***** Supplied data *****
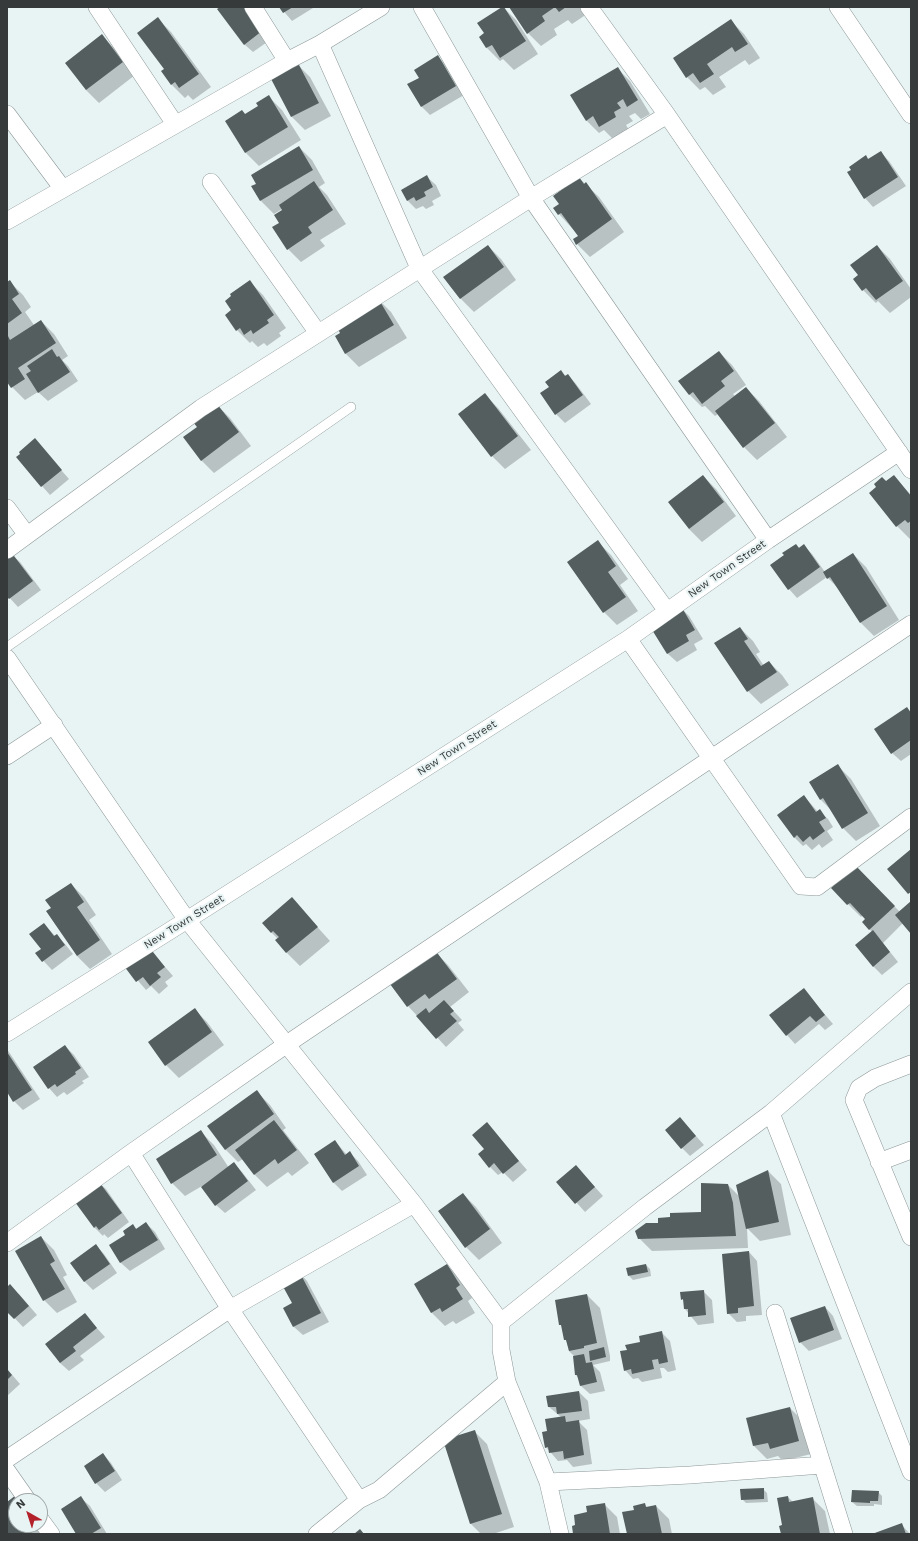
<!DOCTYPE html>
<style>
body{margin:0}
#map{position:relative;width:918px;height:1541px;overflow:hidden;background:#e8f3f3;font-family:"Work Sans",sans-serif}
canvas{display:block}
.frame{position:absolute;inset:0;border:8px solid #363a3a;pointer-events:none}
.north{position:absolute;left:8px;top:1493px;width:40px;height:40px;box-sizing:border-box;background:#e8f3f3;border:1px solid #a1a9a9;border-radius:50%;rotate:321deg;font-size:11px;font-weight:700;line-height:16px;text-align:center;color:#363a3a}
.north::after{content:'';display:block;margin:auto;width:14px;height:18px;background:#b3222a;clip-path:polygon(50% 0,100% 100%,50% 72%,0 100%)}
</style>
<div id="map">
<canvas width="918" height="1541"></canvas>
<div class="frame"></div>
<div class="north">N</div>
</div>
<script>
const g = document.querySelector('canvas').getContext('2d');
g.lineJoin = 'round';
function fillPath(path, color) { g.fillStyle = color; g.fill(path, 'evenodd'); }
const toPath = rows => new Path2D(rows.map(r => 'M' + r).join(''));
function trace(path, color, width, dash) { g.strokeStyle = color; g.lineWidth = width; g.lineCap = dash ? 'butt' : 'round'; g.setLineDash(dash || []); g.stroke(path); }
function drawText(font, color, halo, rows, align = 'center') {
  g.font = font + ' "Work Sans",sans-serif'; g.lineWidth = 4; g.setLineDash([]); g.textBaseline = 'middle'; g.strokeStyle = halo; g.fillStyle = color; for (const [text, x, y, turn = 0] of rows) {
    g.save(); g.translate(x, y); g.rotate((+turn || 0) * Math.PI / 180); g.textAlign = isNaN(turn) ? turn : align; if (halo) g.strokeText(text, 0, 0); g.fillText(text, 0, 0); g.restore();
  }
}
const shadow = toPath([
 [222,7,245,7,270,40,253,52,244,44],
 [280,7,313,7,313,8,292,21],
 [503,7,516,20,538,54,514,70,503,59,500,61,487,48,480,37,485,34],
 [510,7,582,7,587,14,572,24,568,20,554,29,557,35,541,46,528,33],
 [158,19,171,32,211,87,193,100,188,95,185,98,172,85,162,71,165,70],
 [731,21,744,34,760,58,749,65,745,60,719,77,726,87,713,95,705,87,700,90,687,77],
 [102,36,115,49,135,75,99,103,86,90,66,63],
 [438,57,446,65,464,95,430,115,422,107,420,78],
 [297,64,310,77,331,116,305,130,292,117,272,77],
 [617,68,630,81,650,114,641,119,635,113,629,116,633,121,626,125,629,130,613,139,604,130,599,133,586,120],
 [269,97,282,110,301,140,259,166,246,153,226,121,242,111,246,115,259,107],
 [299,147,312,160,325,183,319,187,327,195,346,224,320,240,325,246,301,262,288,249,280,223,283,211,282,209,274,214,261,201,253,187],
 [880,152,889,161,906,186,873,207,865,198,865,156,869,160],
 [427,177,436,185,441,196,432,201,434,205,426,209,423,206,416,209,408,201,402,191],
 [579,178,599,197,624,232,590,257,577,244,579,236,559,214,560,205],
 [488,246,501,259,516,280,474,312,461,299,445,278],
 [877,246,890,259,911,289,911,297,890,313,878,301,876,303,863,290,859,276],
 [10,282,23,295,31,307,25,312,34,325,41,321,54,334,68,356,62,360,68,366,78,381,48,401,38,392,25,400,12,387,7,380,7,284],
 [250,282,263,295,286,328,279,333,281,336,267,346,264,343,258,347,252,341,250,343,237,330,233,310],
 [378,299,391,312,407,338,359,367,346,354,336,337,341,333],
 [719,352,732,365,746,385,733,394,735,396,746,388,759,401,787,437,757,460,744,447,718,414,715,416,705,406,702,407,689,394],
 [561,372,566,376,568,375,576,384,591,404,565,423,556,414,550,387],
 [485,395,498,408,531,450,505,469,492,456,460,414],
 [217,405,230,418,251,446,214,473,201,460,198,427],
 [35,440,69,479,50,495,42,486],
 [703,476,716,489,736,516,702,542,689,529],
 [894,476,911,495,910,539,897,526,886,482],
 [598,542,611,555,628,579,620,585,638,611,617,625,604,612],
 [803,545,812,554,825,572,853,554,866,567,899,620,874,636,861,623,840,590,827,577,797,598,789,589,772,565],
 [11,554,20,562,41,590,18,607,7,595],
 [680,607,689,616,703,639,694,644,697,650,677,662,668,654,651,625],
 [740,628,753,641,760,652,756,654,764,666,769,662,782,675,789,685,761,704,748,691],
 [907,708,911,713,911,754,901,761,892,753],
 [838,766,851,779,880,826,856,841,843,828,833,812,821,800,810,783],
 [804,796,818,812,819,811,828,819,833,827,827,831,833,840,822,848,819,844,812,850,806,844,803,846,794,837],
 [868,879,900,912,911,903,911,933,903,923,883,943,898,962,882,975,873,966,872,932,863,922,866,919,863,915,861,917,848,904],
 [71,884,84,897,96,915,89,920,112,954,90,969,77,956,52,908],
 [292,899,330,941,300,966,287,953,277,940,278,939,271,932],
 [44,924,55,936,56,935,65,944,73,954,52,970,37,954,42,949],
 [145,944,173,976,165,982,168,986,159,994,151,986,146,990,122,962],
 [435,952,448,965,469,992,450,1007,462,1020,458,1023,464,1030,446,1047,408,1006,392,984],
 [803,989,833,1024,825,1030,819,1024,795,1044,787,1035],
 [194,1009,207,1022,224,1045,179,1078,166,1065,149,1042],
 [65,1046,74,1055,89,1077,82,1081,84,1083,67,1095,64,1092,57,1097,49,1088],
 [7,1049,40,1099,23,1110,14,1101,7,1091],
 [257,1092,270,1105,286,1128,283,1130,309,1163,292,1176,288,1172,267,1187,254,1174,243,1159,238,1162,225,1149],
 [680,1118,704,1145,690,1156,682,1148],
 [487,1124,527,1170,513,1182,503,1172,498,1175,490,1167,485,1149],
 [201,1132,214,1145,229,1168,234,1164,242,1172,256,1190,225,1213,216,1205,202,1186,185,1196,172,1183],
 [335,1141,347,1155,350,1153,358,1161,367,1175,342,1191,334,1183,315,1154],
 [576,1166,603,1196,585,1212,558,1182],
 [768,1171,781,1184,791,1235,760,1241,747,1228,748,1248,652,1251,639,1238,659,1224,702,1213,728,1185,740,1197,737,1186],
 [97,1181,106,1189,129,1222,108,1238,104,1234,103,1236,94,1227],
 [463,1194,476,1207,502,1243,479,1260,466,1247],
 [146,1223,155,1232,165,1249,130,1271,121,1263,110,1246,127,1235,133,1226,137,1229],
 [41,1237,54,1250,67,1275,63,1277,77,1302,57,1313,44,1300],
 [96,1246,104,1254,117,1273,93,1290,84,1281],
 [749,1252,757,1261,762,1315,746,1316,746,1321,737,1322,728,1313],
 [447,1265,460,1278,472,1298,468,1301,475,1313,456,1324,453,1321,445,1326,432,1313,415,1284],
 [646,1265,650,1269,651,1276,633,1280,629,1276],
 [299,1272,307,1281,329,1322,303,1335,294,1327,284,1308,293,1304],
 [7,1289,19,1294,37,1315,23,1327,7,1310],
 [703,1291,712,1300,714,1323,698,1325,685,1309,684,1301,682,1299],
 [587,1295,600,1308,610,1356,610,1361,593,1365,600,1372,605,1391,590,1394,581,1386,579,1379,576,1375,575,1357,569,1351,563,1327,560,1324],
 [825,1307,833,1316,842,1339,809,1351,800,1342],
 [85,1315,105,1337,80,1356,84,1360,69,1371,60,1363,46,1344],
 [661,1332,670,1341,676,1370,668,1372,664,1368,660,1368,662,1378,642,1382,638,1378,633,1379,625,1370,641,1342],
 [7,1369,20,1384,7,1396],
 [579,1392,588,1401,590,1419,578,1421,587,1430,592,1464,573,1467,567,1460,558,1461,546,1447,548,1432,561,1417,549,1407],
 [790,1408,803,1421,811,1454,783,1461,778,1456,767,1459,754,1446,747,1419],
 [474,1431,487,1444,514,1527,493,1534,481,1534,471,1524,444,1441],
 [103,1454,111,1463,122,1480,105,1492,96,1483],
 [763,1489,767,1493,768,1502,746,1503,742,1499],
 [878,1492,882,1496,882,1505,874,1504,874,1506,857,1506,852,1502],
 [788,1497,793,1502,812,1498,825,1511,830,1534,782,1534],
 [81,1498,90,1506,107,1534,77,1534],
 [16,1501,16,1525,40,1525,48,1534,7,1534,7,1503],
 [604,1504,617,1517,620,1534,574,1534,576,1526,588,1513],
 [645,1505,648,1508,656,1506,669,1519,672,1534,628,1534,635,1510],
 [901,1524,910,1534,874,1534]
]);
const building = toPath([
 [220,7,244,7,262,31,244,45,217,9],
 [279,7,293,7,283,13],
 [502,7,504,7,526,41,500,58,492,45,486,48,479,37,484,33,477,23],
 [509,7,555,7,542,16,545,21,527,34],
 [555,7,566,7,559,12],
 [158,17,199,74,179,88,175,82,171,85,161,71,164,69,137,33],
 [731,19,748,44,735,52,732,47,707,64,714,74,700,83,693,73,686,78,673,58],
 [102,34,123,62,86,90,65,63],
 [438,55,456,86,421,107,407,84,419,78,414,70],
 [298,63,319,103,291,117,270,77],
 [618,67,638,100,627,107,623,99,617,103,621,108,614,112,616,117,599,127,593,116,586,121,570,95],
 [269,95,288,127,245,153,225,121,242,110,245,114,258,106,256,103],
 [299,146,313,170,260,201,251,186,256,184,251,175],
 [881,151,898,177,864,199,847,172,851,170,849,167,866,155,868,159],
 [427,175,433,187,424,192,426,196,416,201,414,197,407,201,401,190],
 [579,177,584,184,586,182,612,219,576,245,573,239,578,236,561,213,558,215,553,208,559,204,553,196],
 [314,181,333,210,308,227,312,233,287,250,272,227,279,223,274,215,282,210,279,205],
 [488,245,504,267,460,299,443,277],
 [877,245,903,281,876,300,866,288,862,291,853,279,858,275,850,265],
 [10,280,19,294,12,299,22,313,7,324,7,282],
 [250,280,274,315,267,320,269,323,253,334,251,330,244,335,240,328,236,331,225,315,231,310,225,301,231,296,230,294],
 [378,298,394,325,345,354,335,336,340,333,335,323],
 [41,320,56,343,18,368,25,379,11,388,7,382,7,334,10,340],
 [52,349,57,357,59,356,70,372,38,393,26,374,31,371,27,366],
 [719,351,734,371,721,381,725,386,702,404,693,392,689,395,678,381],
 [561,370,565,376,568,374,583,395,555,415,540,393,549,387,545,382],
 [746,387,775,423,743,448,715,411],
 [485,393,518,436,491,457,458,414],
 [217,404,239,432,201,461,183,437,197,427,193,422],
 [35,438,62,470,41,487,16,457,20,454,19,452],
 [703,475,724,502,689,529,668,502],
 [894,475,911,496,911,521,908,523,905,520,896,527,869,493,876,487,874,484,882,477,886,481],
 [598,540,616,566,608,572,626,597,603,613,567,562],
 [796,544,799,548,804,544,820,567,788,590,770,565,784,555,782,553],
 [11,552,33,581,9,599,7,597,7,555],
 [853,553,887,606,860,623,830,577,827,579,823,572],
 [681,606,695,630,686,635,689,641,667,654,649,625],
 [740,627,748,639,744,641,761,666,769,661,777,672,747,692,714,643],
 [907,707,911,713,911,740,891,754,874,729],
 [838,764,868,813,842,829,823,798,820,800,809,782],
 [804,795,816,812,820,809,826,818,819,822,825,831,813,840,810,836,803,842,797,835,794,838,777,815],
 [911,849,911,892,908,894,887,869],
 [855,865,895,906,869,930,862,922,865,919,850,903,847,905,831,888],
 [71,883,84,902,77,907,100,940,77,956,46,911,51,908,45,900],
 [292,897,318,927,286,953,275,940,279,937,273,931,271,933,262,923],
 [911,901,911,934,895,915],
 [44,923,54,936,57,934,65,945,42,962,35,953,41,949,29,934],
 [873,930,890,952,873,967,855,945],
 [145,942,165,967,157,973,161,977,150,986,143,977,136,982,121,962],
 [435,950,457,979,429,999,425,994,407,1007,390,984],
 [804,988,825,1015,816,1022,810,1016,786,1036,769,1015],
 [444,1000,454,1011,450,1014,457,1021,436,1039,416,1016,426,1008,429,1013],
 [195,1008,212,1032,165,1066,148,1042],
 [65,1045,81,1068,75,1072,76,1074,57,1087,55,1084,48,1089,33,1067],
 [7,1052,32,1090,13,1102,7,1092],
 [257,1090,274,1114,225,1150,207,1126],
 [680,1117,696,1136,681,1149,665,1130],
 [274,1120,297,1150,278,1164,275,1159,254,1175,235,1150],
 [487,1122,519,1161,503,1174,494,1163,489,1168,478,1154,484,1149,472,1135],
 [201,1130,217,1155,171,1184,156,1159],
 [335,1140,345,1155,350,1151,359,1166,333,1183,314,1154],
 [234,1162,248,1181,215,1206,201,1187],
 [576,1165,595,1187,575,1204,556,1182],
 [768,1170,779,1222,746,1229,736,1185],
 [97,1179,122,1213,99,1230,96,1226,94,1228,72,1198],
 [701,1183,728,1184,733,1203,736,1236,638,1239,635,1231,646,1223,658,1223,658,1218,670,1217,670,1213,701,1212],
 [463,1193,490,1229,465,1248,438,1211],
 [146,1222,158,1240,120,1263,109,1245,125,1235,123,1231,133,1224,136,1229],
 [41,1236,55,1261,50,1264,65,1289,43,1301,15,1251],
 [96,1244,110,1264,84,1282,70,1263],
 [749,1251,754,1306,738,1308,738,1313,727,1314,722,1254],
 [447,1264,460,1285,456,1288,463,1299,442,1312,440,1308,431,1313,414,1284],
 [646,1264,648,1272,628,1276,626,1268],
 [299,1271,321,1313,293,1327,283,1308,292,1303,280,1281],
 [10,1284,29,1306,14,1319,7,1312,7,1287],
 [704,1290,706,1315,688,1317,688,1309,684,1309,683,1299,681,1300,680,1292],
 [587,1294,597,1343,584,1346,584,1348,569,1351,566,1340,564,1340,561,1325,559,1325,555,1300],
 [825,1306,834,1330,799,1343,790,1318],
 [85,1313,97,1328,73,1347,76,1351,60,1363,45,1344],
 [662,1331,668,1362,659,1364,658,1359,652,1360,654,1369,632,1374,631,1369,624,1371,620,1351,627,1350,625,1345,640,1342,639,1336],
 [604,1347,606,1357,590,1361,589,1351],
 [584,1354,586,1363,592,1362,597,1382,580,1386,577,1375,575,1375,573,1356],
 [7,1369,12,1375,7,1380],
 [579,1391,582,1411,557,1414,556,1407,548,1407,546,1396],
 [790,1407,799,1441,770,1449,768,1443,753,1446,746,1418],
 [565,1416,566,1422,579,1420,584,1455,564,1459,563,1451,549,1453,548,1447,545,1448,542,1432,547,1431,545,1419],
 [475,1430,502,1514,470,1524,443,1440],
 [103,1453,115,1471,95,1484,84,1466],
 [764,1488,764,1499,741,1500,740,1489],
 [852,1490,879,1491,878,1501,870,1501,870,1503,851,1502],
 [16,1495,20,1501,16,1501,16,1525,41,1525,30,1534,7,1534,7,1502],
 [81,1496,101,1528,91,1534,76,1534,61,1509],
 [788,1496,789,1502,813,1497,820,1534,781,1534,779,1526,782,1525,777,1498],
 [605,1503,610,1534,573,1534,572,1526,575,1525,574,1515,587,1512,586,1506],
 [645,1503,646,1507,656,1505,662,1534,627,1534,622,1512,634,1510,633,1506],
 [902,1523,906,1534,872,1534],
 [360,1529,364,1534,354,1534]
]);
const lane = toPath([
 [7,647,351,407]
]);
const street = toPath([
 [97,7,175,124],
 [253,7,287,61],
 [422,7,531,198,768,540],
 [589,7,667,115,911,470],
 [838,7,911,115],
 [320,44,419,268,667,611],
 [7,114,63,189],
 [211,182,318,333],
 [7,221,287,61,320,44,381,7],
 [7,508,27,535],
 [7,550,201,408,531,198,667,115],
 [628,639,801,886,817,887,911,817],
 [7,658,187,920,414,1204,501,1322,501,1350,507,1382,548,1482,560,1534],
 [7,756,54,725],
 [7,1033,187,920,628,639,768,540,899,452],
 [911,1064,875,1078,859,1088,854,1100,911,1237],
 [771,1113,911,1472],
 [131,1153,230,1309,359,1500],
 [879,1162,911,1150],
 [7,1243,131,1153,287,1044,911,624],
 [775,1313,844,1534],
 [501,1322,645,1207,771,1113,911,992],
 [7,1459,230,1309,414,1204],
 [7,1471,28,1501],
 [548,1482,690,1475,822,1465],
 [40,1519,51,1534],
 [317,1534,359,1500,379,1490,507,1382]
]);
const streetNames = [
 ["New Town Street",727,569,-35],
 ["New Town Street",457,748,-33],
 ["New Town Street",184,922,-32]
];
fillPath(shadow, '#0003');
fillPath(building, '#545e5e');
trace(lane, '#8d9797', 10);
trace(street, '#8d9797', 18);
trace(lane, '#fff', 9);
trace(street, '#fff', 17);
drawText('11px', '#363a3a', '#e8f3f3', streetNames);
</script>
*****
» What to do
How many of the lines above include the string "toPath"? Reply with the number by itself.

» Your solution
5